- WHAT NEEDS TO BE DONE -
Your output should be the records below, word for word and picture-free.

Data items:
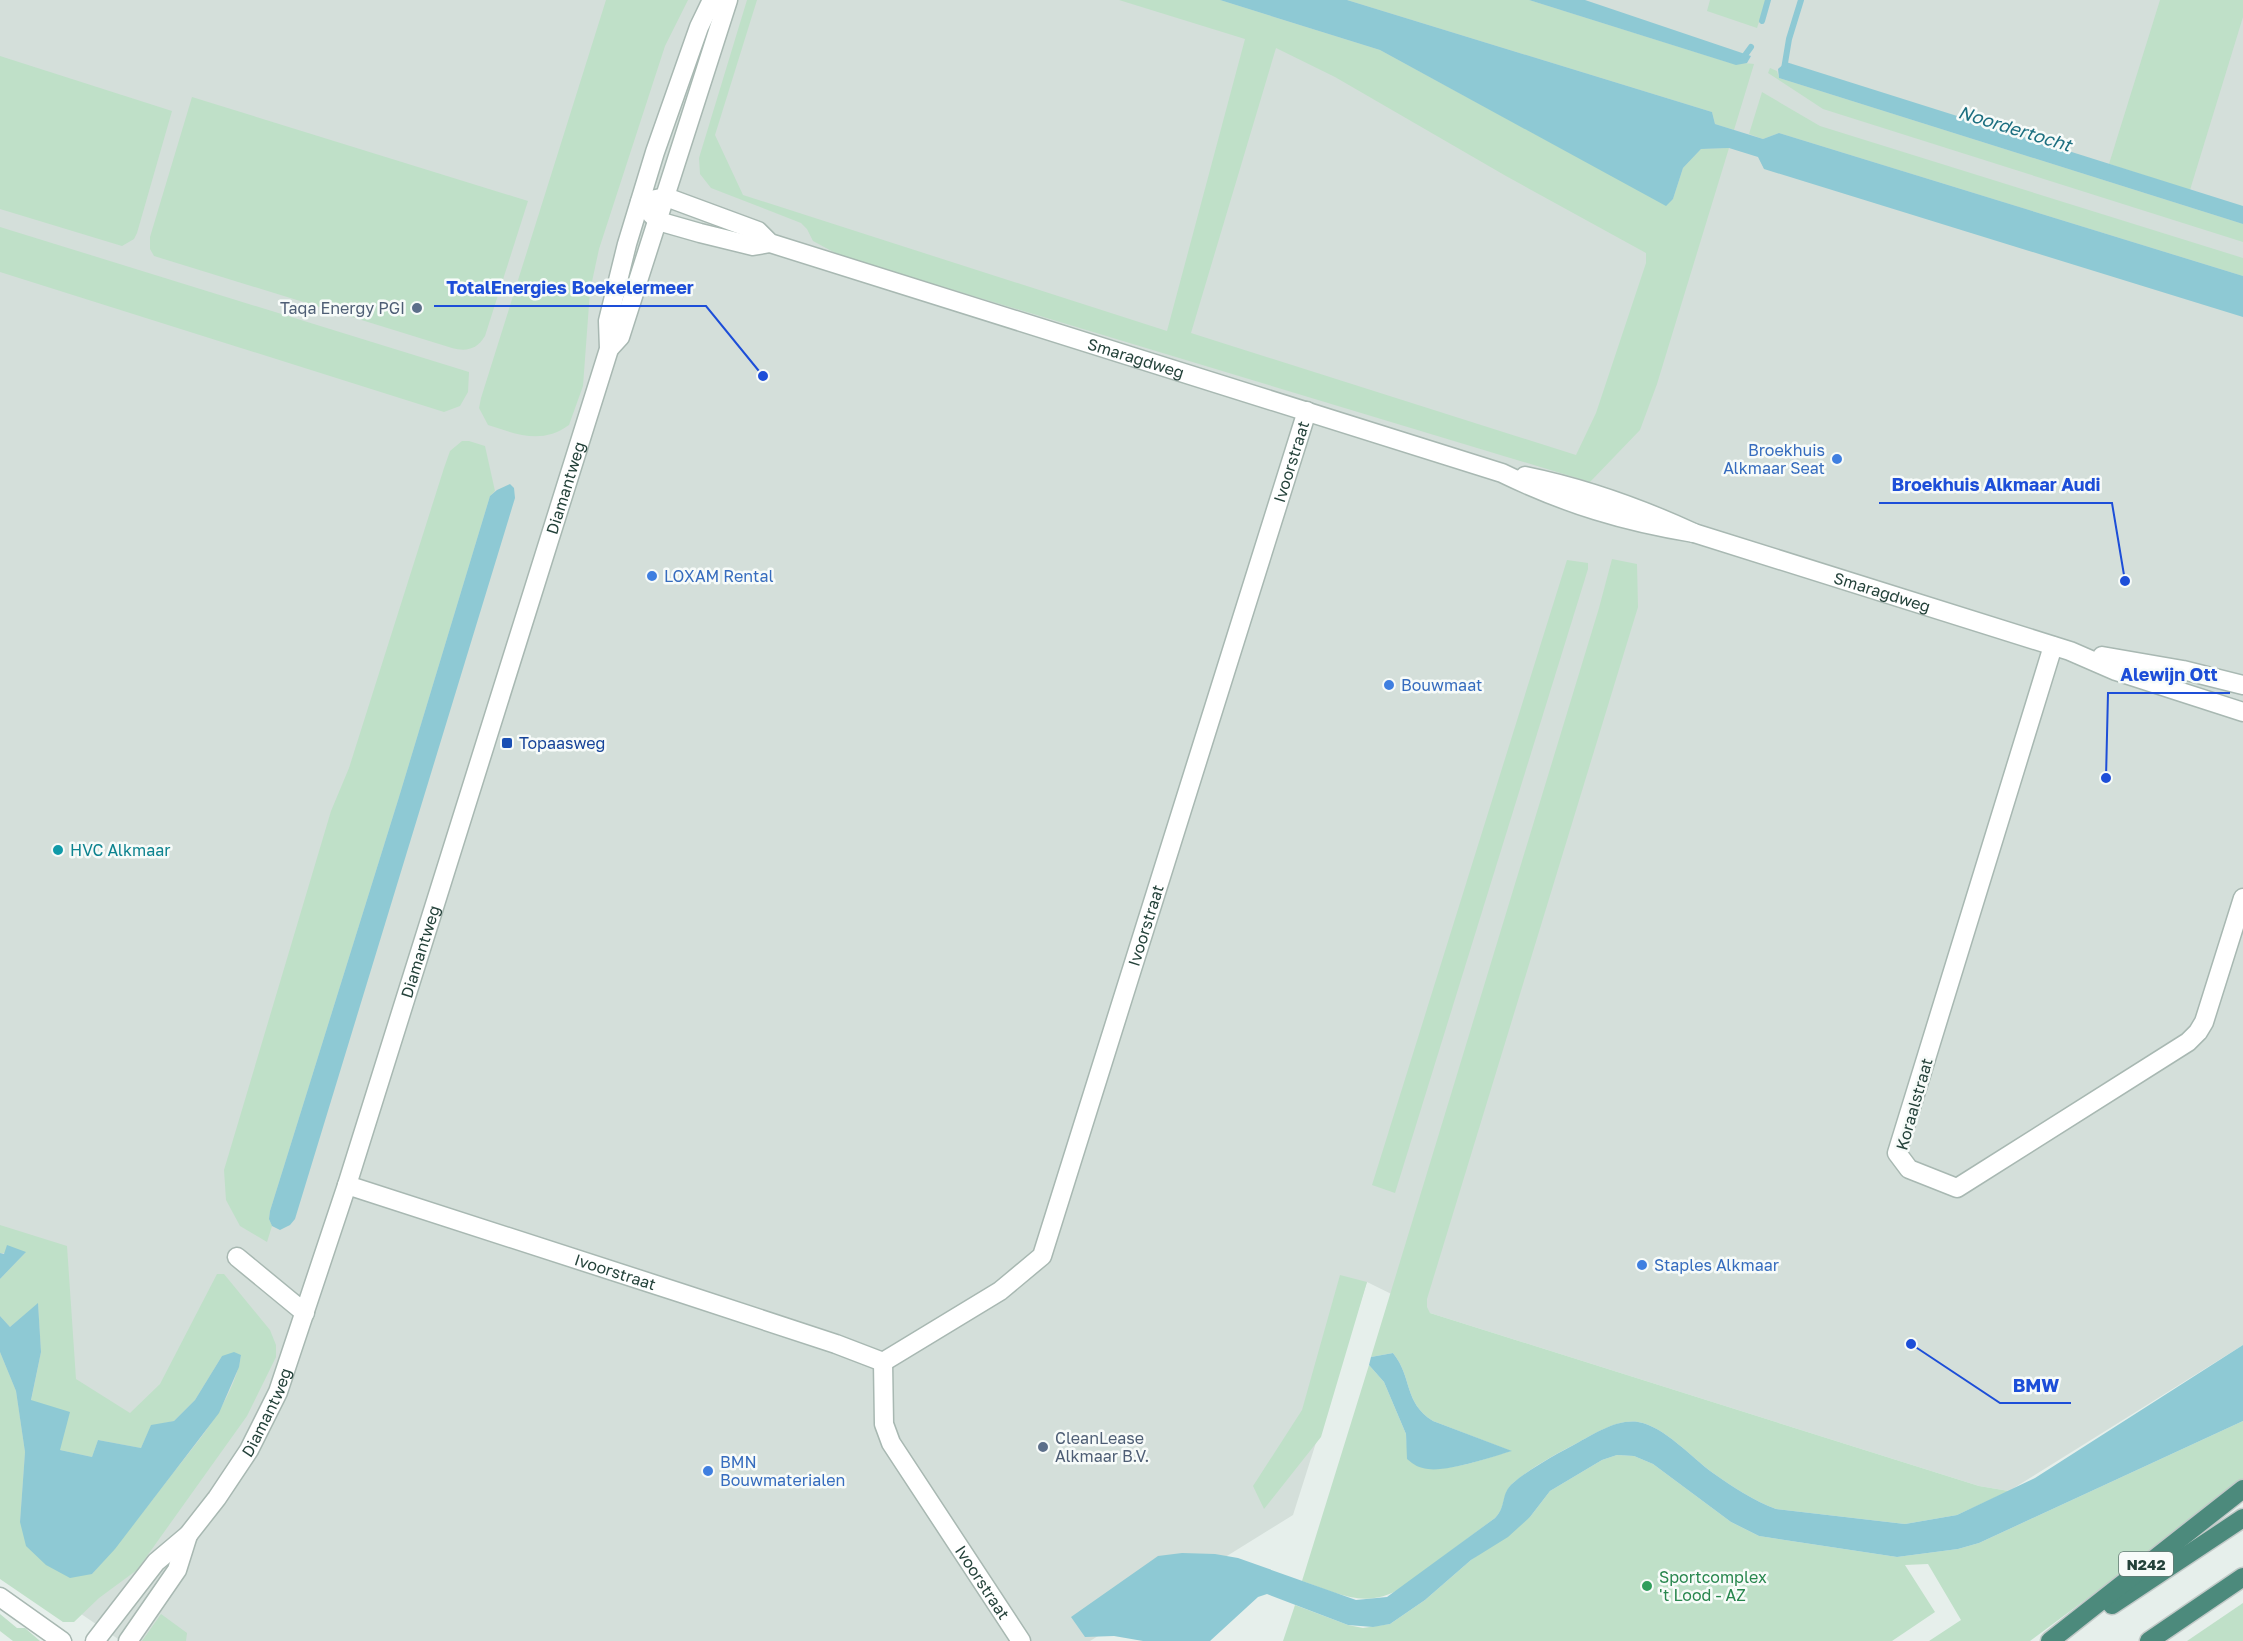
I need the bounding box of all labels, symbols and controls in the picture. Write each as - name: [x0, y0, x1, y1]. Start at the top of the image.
- water label: Noordertocht: [1956, 100, 2076, 156]
- callout: TotalEnergies Boekelermeer: [434, 270, 706, 306]
- text: TotalEnergies Boekelermeer: [446, 276, 694, 298]
- place label: Taqa Energy PGI: [280, 298, 405, 318]
- marker: Taqa Energy PGI: [410, 301, 424, 315]
- street label: Smaragdweg: [1085, 333, 1187, 383]
- street label: Ivoorstraat: [1269, 418, 1313, 505]
- street label: Diamantweg: [542, 439, 589, 537]
- place label: Broekhuis Alkmaar Seat: [1723, 440, 1825, 478]
- marker: Broekhuis Alkmaar Seat: [1830, 452, 1844, 466]
- callout: Broekhuis Alkmaar Audi: [1879, 467, 2112, 503]
- text: Broekhuis Alkmaar Audi: [1892, 473, 2100, 495]
- place label: LOXAM Rental: [664, 566, 774, 586]
- street label: Smaragdweg: [1831, 568, 1933, 617]
- marker: LOXAM Rental: [645, 569, 659, 583]
- callout: Alewijn Ott: [2108, 657, 2230, 693]
- text: Alewijn Ott: [2120, 663, 2218, 685]
- place label: Bouwmaat: [1401, 675, 1482, 695]
- marker: Bouwmaat: [1382, 678, 1396, 692]
- place label: Topaasweg: [519, 733, 605, 753]
- marker: Topaasweg: [500, 736, 514, 750]
- place label: HVC Alkmaar: [70, 840, 170, 860]
- marker: HVC Alkmaar: [51, 843, 65, 857]
- street label: Ivoorstraat: [1123, 882, 1168, 969]
- street label: Diamantweg: [396, 903, 444, 1000]
- street label: Koraalstraat: [1891, 1056, 1937, 1152]
- street label: Ivoorstraat: [572, 1249, 659, 1294]
- place label: Staples Alkmaar: [1654, 1255, 1779, 1275]
- marker: Staples Alkmaar: [1635, 1258, 1649, 1272]
- street label: Diamantweg: [237, 1365, 295, 1461]
- callout: BMW: [2000, 1367, 2071, 1403]
- text: BMW: [2013, 1374, 2059, 1396]
- place label: CleanLease Alkmaar B.V.: [1055, 1428, 1149, 1466]
- marker: CleanLease Alkmaar B.V.: [1036, 1440, 1050, 1454]
- place label: BMN Bouwmaterialen: [720, 1452, 845, 1490]
- marker: BMN Bouwmaterialen: [701, 1464, 715, 1478]
- street label: Ivoorstraat: [951, 1542, 1014, 1623]
- road number: N242: [2119, 1552, 2173, 1576]
- place label: Sportcomplex 't Lood - AZ: [1659, 1567, 1767, 1605]
- marker: Sportcomplex 't Lood - AZ: [1640, 1579, 1654, 1593]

- TASK RESULT -
I need the bounding box of all labels, symbols and controls in the picture. Write each as - name: [x0, y0, x1, y1]. Start at the top of the image.
- water label: Noordertocht: [1956, 100, 2076, 156]
- callout: TotalEnergies Boekelermeer: [434, 270, 706, 306]
- text: TotalEnergies Boekelermeer: [446, 276, 694, 298]
- place label: Taqa Energy PGI: [280, 298, 405, 318]
- marker: Taqa Energy PGI: [410, 301, 424, 315]
- street label: Smaragdweg: [1085, 333, 1187, 383]
- street label: Ivoorstraat: [1269, 418, 1313, 505]
- street label: Diamantweg: [542, 439, 589, 537]
- place label: Broekhuis Alkmaar Seat: [1723, 440, 1825, 478]
- marker: Broekhuis Alkmaar Seat: [1830, 452, 1844, 466]
- callout: Broekhuis Alkmaar Audi: [1879, 467, 2112, 503]
- text: Broekhuis Alkmaar Audi: [1892, 473, 2100, 495]
- place label: LOXAM Rental: [664, 566, 774, 586]
- street label: Smaragdweg: [1831, 568, 1933, 617]
- marker: LOXAM Rental: [645, 569, 659, 583]
- callout: Alewijn Ott: [2108, 657, 2230, 693]
- text: Alewijn Ott: [2120, 663, 2218, 685]
- place label: Bouwmaat: [1401, 675, 1482, 695]
- marker: Bouwmaat: [1382, 678, 1396, 692]
- place label: Topaasweg: [519, 733, 605, 753]
- marker: Topaasweg: [500, 736, 514, 750]
- place label: HVC Alkmaar: [70, 840, 170, 860]
- marker: HVC Alkmaar: [51, 843, 65, 857]
- street label: Ivoorstraat: [1123, 882, 1168, 969]
- street label: Diamantweg: [396, 903, 444, 1000]
- street label: Koraalstraat: [1891, 1056, 1937, 1152]
- street label: Ivoorstraat: [572, 1249, 659, 1294]
- place label: Staples Alkmaar: [1654, 1255, 1779, 1275]
- marker: Staples Alkmaar: [1635, 1258, 1649, 1272]
- street label: Diamantweg: [237, 1365, 295, 1461]
- callout: BMW: [2000, 1367, 2071, 1403]
- text: BMW: [2013, 1374, 2059, 1396]
- place label: CleanLease Alkmaar B.V.: [1055, 1428, 1149, 1466]
- marker: CleanLease Alkmaar B.V.: [1036, 1440, 1050, 1454]
- place label: BMN Bouwmaterialen: [720, 1452, 845, 1490]
- marker: BMN Bouwmaterialen: [701, 1464, 715, 1478]
- street label: Ivoorstraat: [951, 1542, 1014, 1623]
- road number: N242: [2119, 1552, 2173, 1576]
- place label: Sportcomplex 't Lood - AZ: [1659, 1567, 1767, 1605]
- marker: Sportcomplex 't Lood - AZ: [1640, 1579, 1654, 1593]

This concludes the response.